Such BR rubber may be obtained, for example, as Budene1207™ from The Goodyear Tire & Rubber Company.

The precipitated silica for use as reinforcement for this invention is intended herein to include precipitated aluminosilicates. Such precipitated silica may be prepared, for example, by controlled acidification of a soluble silicate, e.g., sodium silicate or a combination of silicate and aluminate in the case of aluminosilicates and such silica preparation is, in general, well known to those skilled in the precipitated silica preparation art.

In general, the precipitated silica is a form of aggregates of primary silica particles and have a BET surface area within a range of about 80 to about 300 m²/g and a DBP (dibutyl phthalate) value within a range of about 100 to about 350 cc/100 g.

A BET method of measuring surface area is described in the Journal of the American Chemical Society, Volume 60, Page 304 (1930).

Various commercially-available precipitated silicas may be considered for use in the tread of this invention such as, for example only and without limitation, silica from Rhodia as Zeosil 1115MP™ and from Degussa as Ultrasil VN2™.

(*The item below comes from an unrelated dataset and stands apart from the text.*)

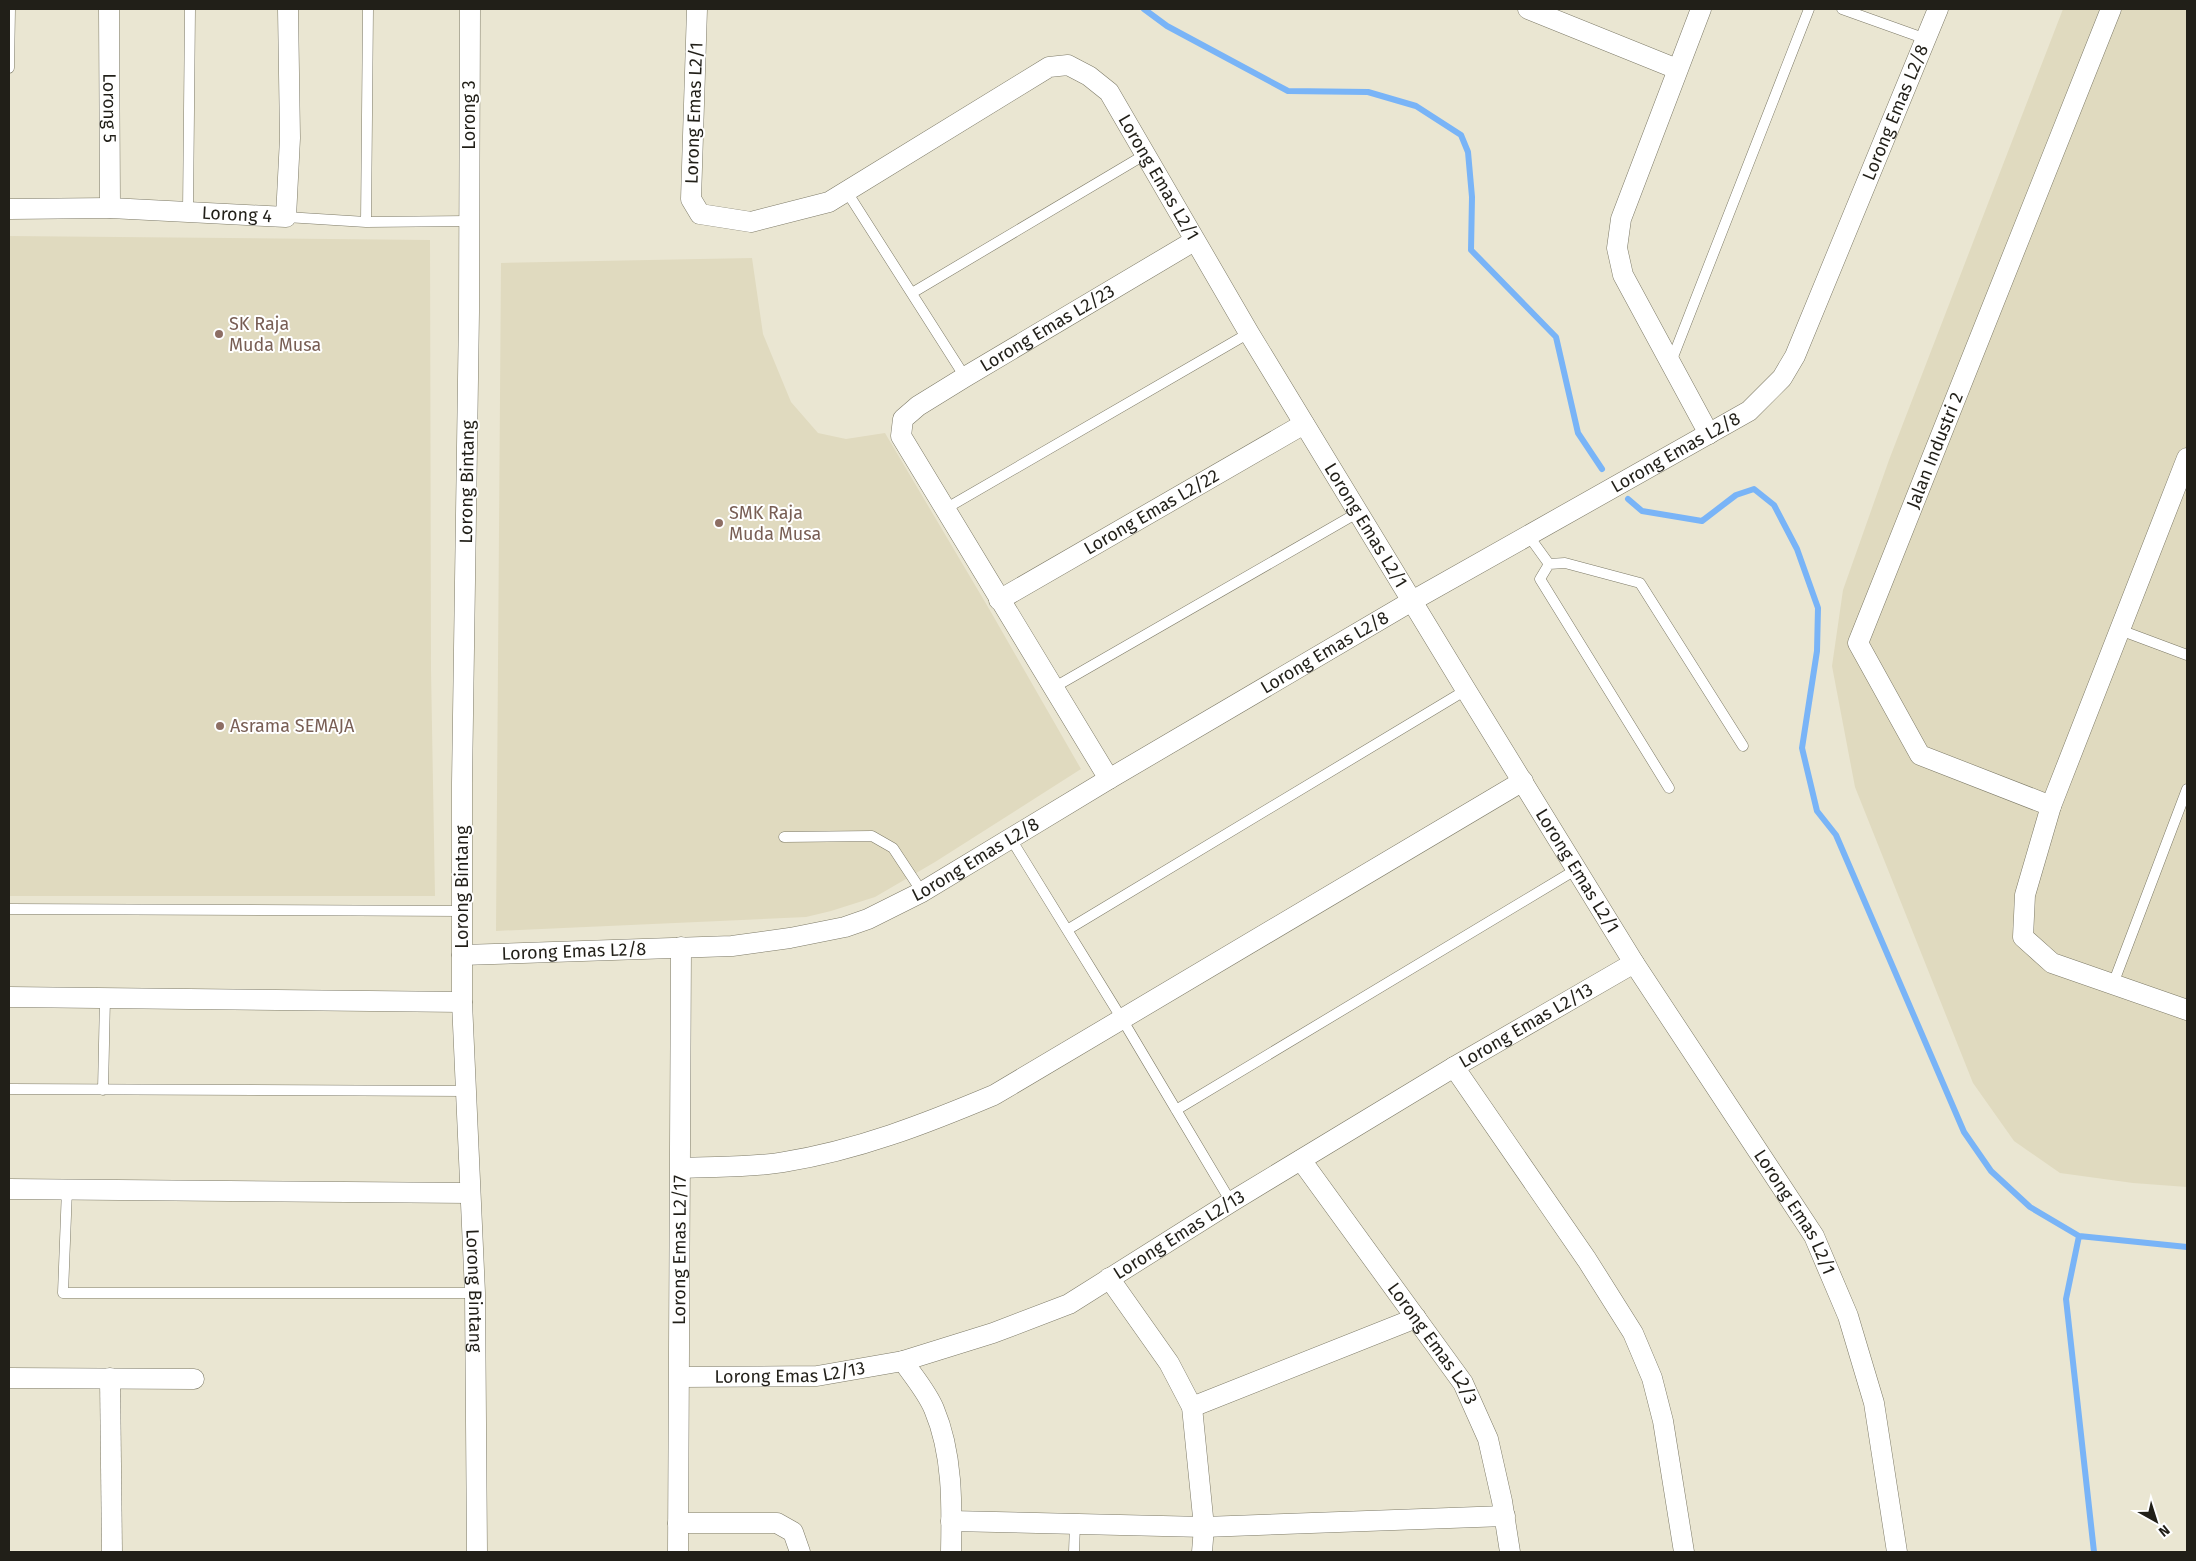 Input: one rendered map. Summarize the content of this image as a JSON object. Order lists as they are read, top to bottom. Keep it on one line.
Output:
{"streets":{"street":["Lorong 5","Lorong Emas L2/8","Lorong Emas L2/1","Lorong 3","Lorong 4","Lorong Emas L2/23","Jalan Industri 2","Lorong Bintang","Lorong Emas L2/22","Lorong Emas L2/13","Lorong Emas L2/17","Lorong Emas L2/3"]},"crossings":[["Lorong 5","Lorong 4"],["Lorong Emas L2/8","Lorong Emas L2/1"],["Lorong Emas L2/8","Lorong Bintang"],["Lorong Emas L2/8","Lorong Emas L2/17"],["Lorong Emas L2/1","Lorong Emas L2/23"],["Lorong Emas L2/1","Lorong Emas L2/22"],["Lorong Emas L2/1","Lorong Emas L2/13"],["Lorong 3","Lorong Bintang"],["Lorong Emas L2/13","Lorong Emas L2/17"],["Lorong Emas L2/13","Lorong Emas L2/3"]],"places":["SK Raja Muda Musa","SMK Raja Muda Musa","Asrama SEMAJA"],"north":"bottom right"}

It is readily understood by those having skill in the art that the rubber composition of the tread rubber would be compounded by methods generally known in the rubber compounding art, such as mixing the various sulfur-vulcanizable constituent rubbers with various commonly used additive materials such as, for example, curing aids, such as sulfur, activators, retarders and accelerators, processing additives, such as oils, resins including tackifying resins, silica, and plasticizers, fillers, pigments, fatty acid, zinc oxide, waxes, antioxidants and antiozonants and peptizing agents. As known to those skilled in the art, depending on the intended use of the sulfur-vulcanizable and sulfur-vulcanized material (rubbers), the additives mentioned above are selected and commonly used in conventional amounts.

Typical additions of carbon black, silica and silica coupler for this invention are hereinbefore set forth.

In practice, the tire, as a manufactured article, may be prepared by shaping and sulfur curing the assembly of its components at an elevated temperature (e.g. 140° C. to about 160° C.) and elevated pressure in a suitable mold. Such practice is well known to those having skill in such art.

Thus, in a more specific aspect of this invention, a tire is provided having a tread component, namely an outer, circumferential tread intended to be ground-contacting, comprised of a rubber composition prepared according to this invention.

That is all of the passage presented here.